* **TASK DESCRIPTION**
Count the lines below containing "JSON"; state the number only.
+++ INPUT DATA +++
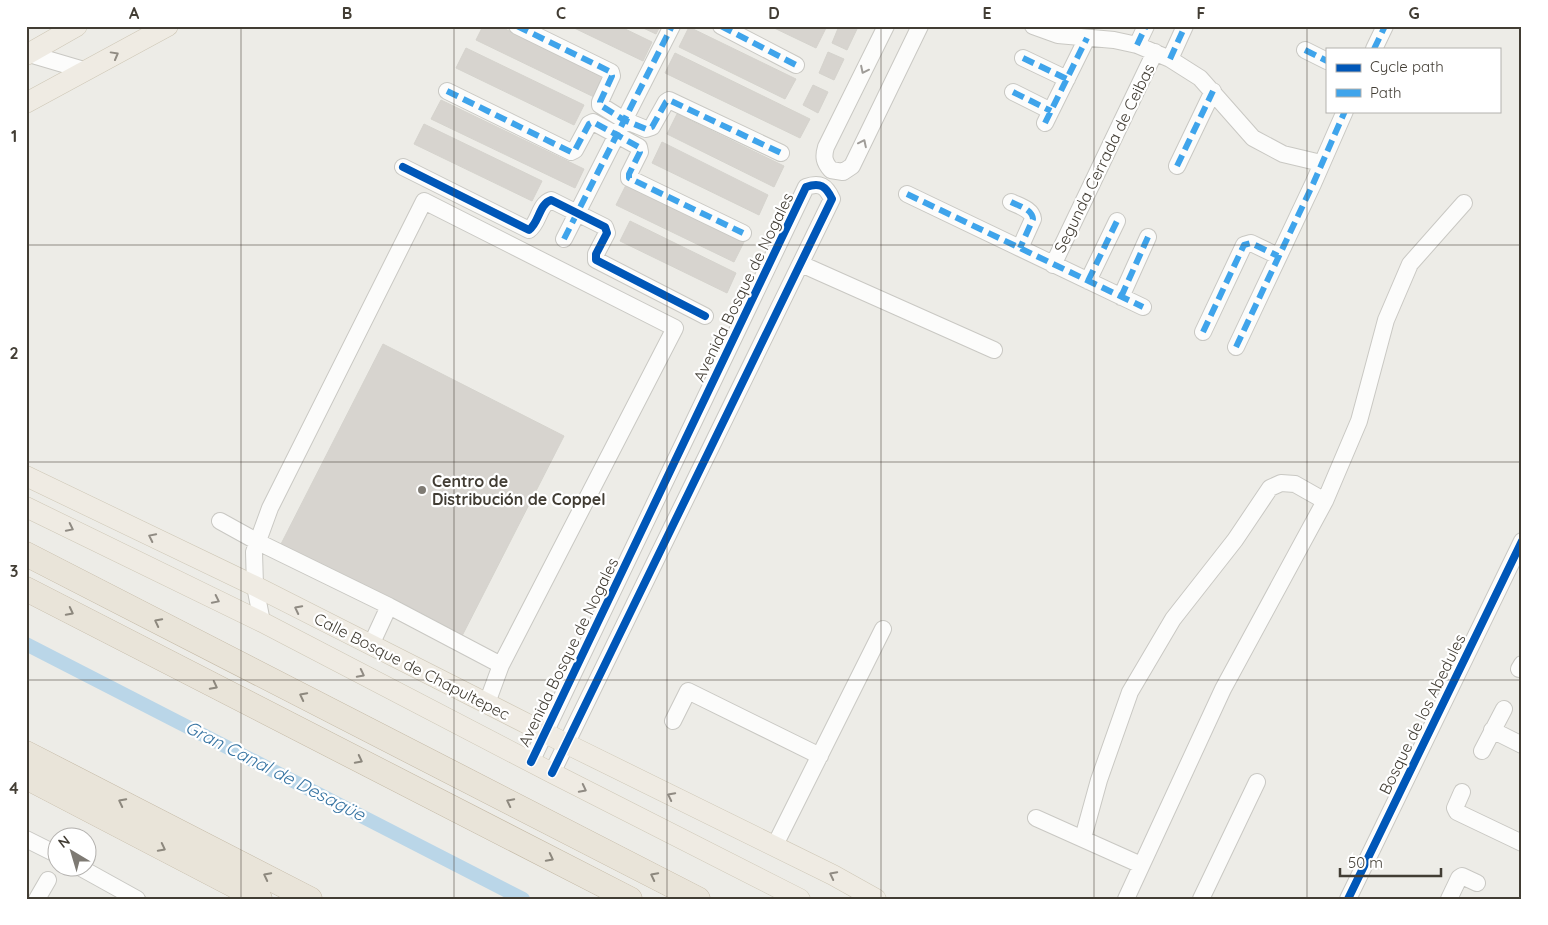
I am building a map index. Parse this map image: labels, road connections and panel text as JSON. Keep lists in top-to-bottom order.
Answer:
{
  "streets": {
    "main road": ["Calle Bosque de Chapultepec"],
    "street": ["Segunda Cerrada de Ceibas", "Avenida Bosque de Nogales", "Bosque de los Abedules"]
  },
  "crossings": [
    ["Avenida Bosque de Nogales", "Calle Bosque de Chapultepec"]
  ],
  "water": ["Gran Canal de Desagüe"],
  "places": ["Centro de Distribución de Coppel"],
  "legend": ["Cycle path", "Path"],
  "scale_bar": "50 m",
  "north": "top left",
  "grid": {
    "columns": [
      "A",
      "B",
      "C",
      "D",
      "E",
      "F",
      "G"
    ],
    "rows": [
      "1",
      "2",
      "3",
      "4"
    ]
  }
}
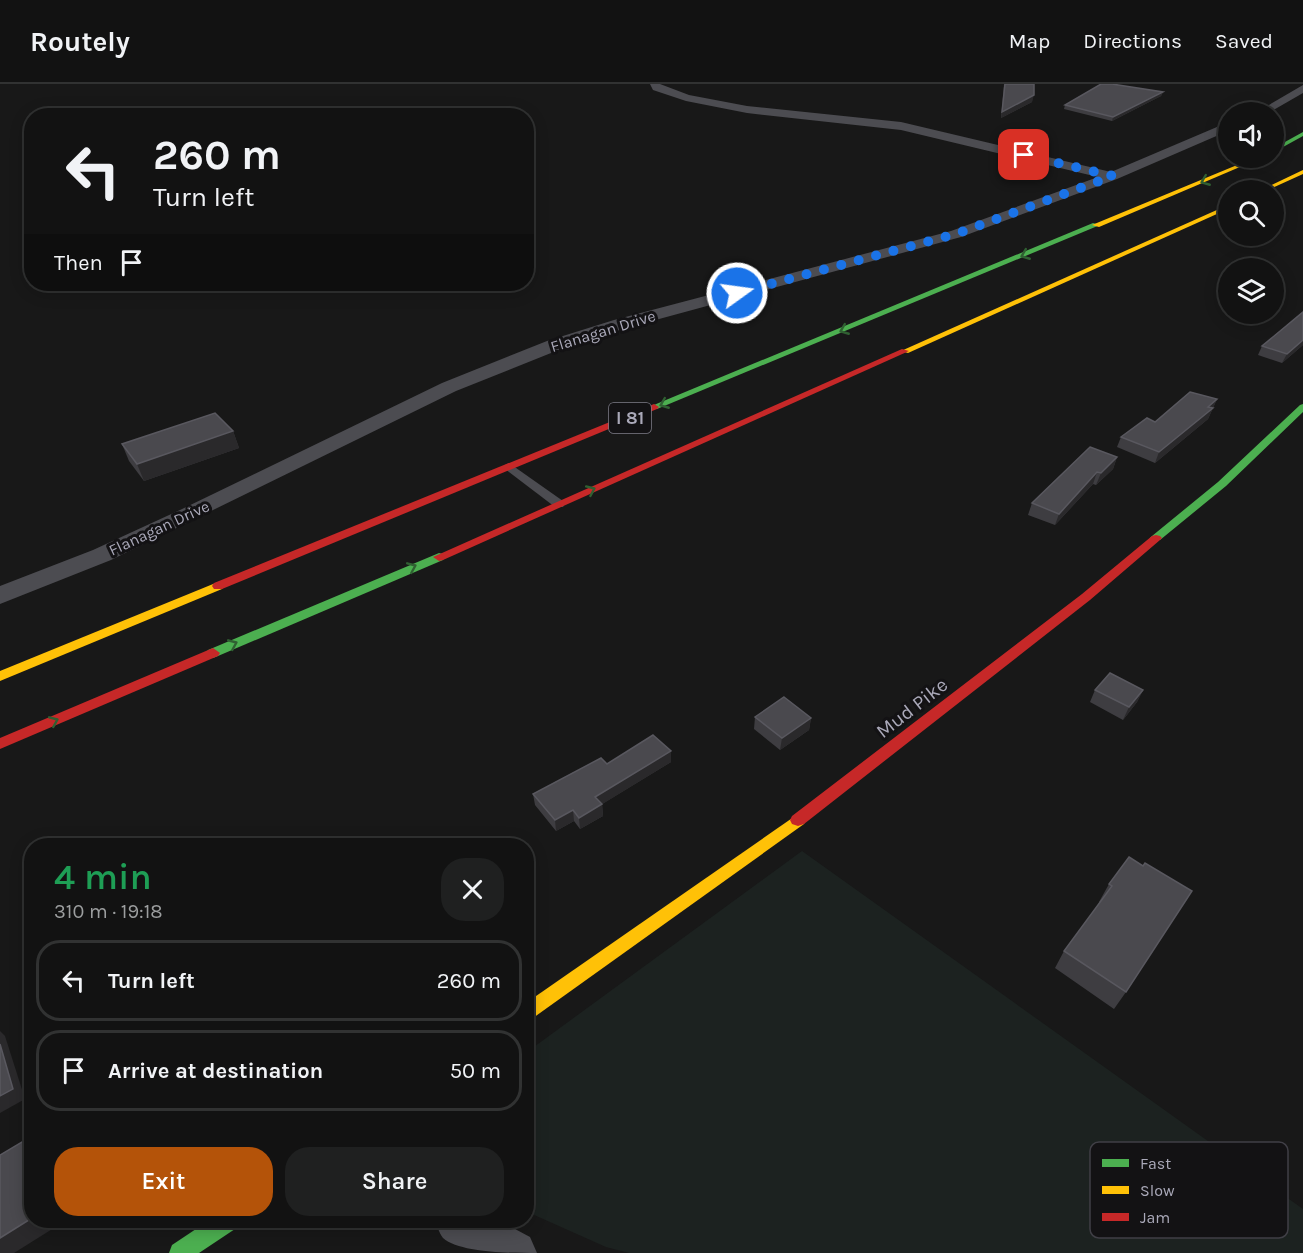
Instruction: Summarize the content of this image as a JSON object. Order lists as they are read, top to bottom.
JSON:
+++
* **SOLUTION TO THE EXERCISE**
3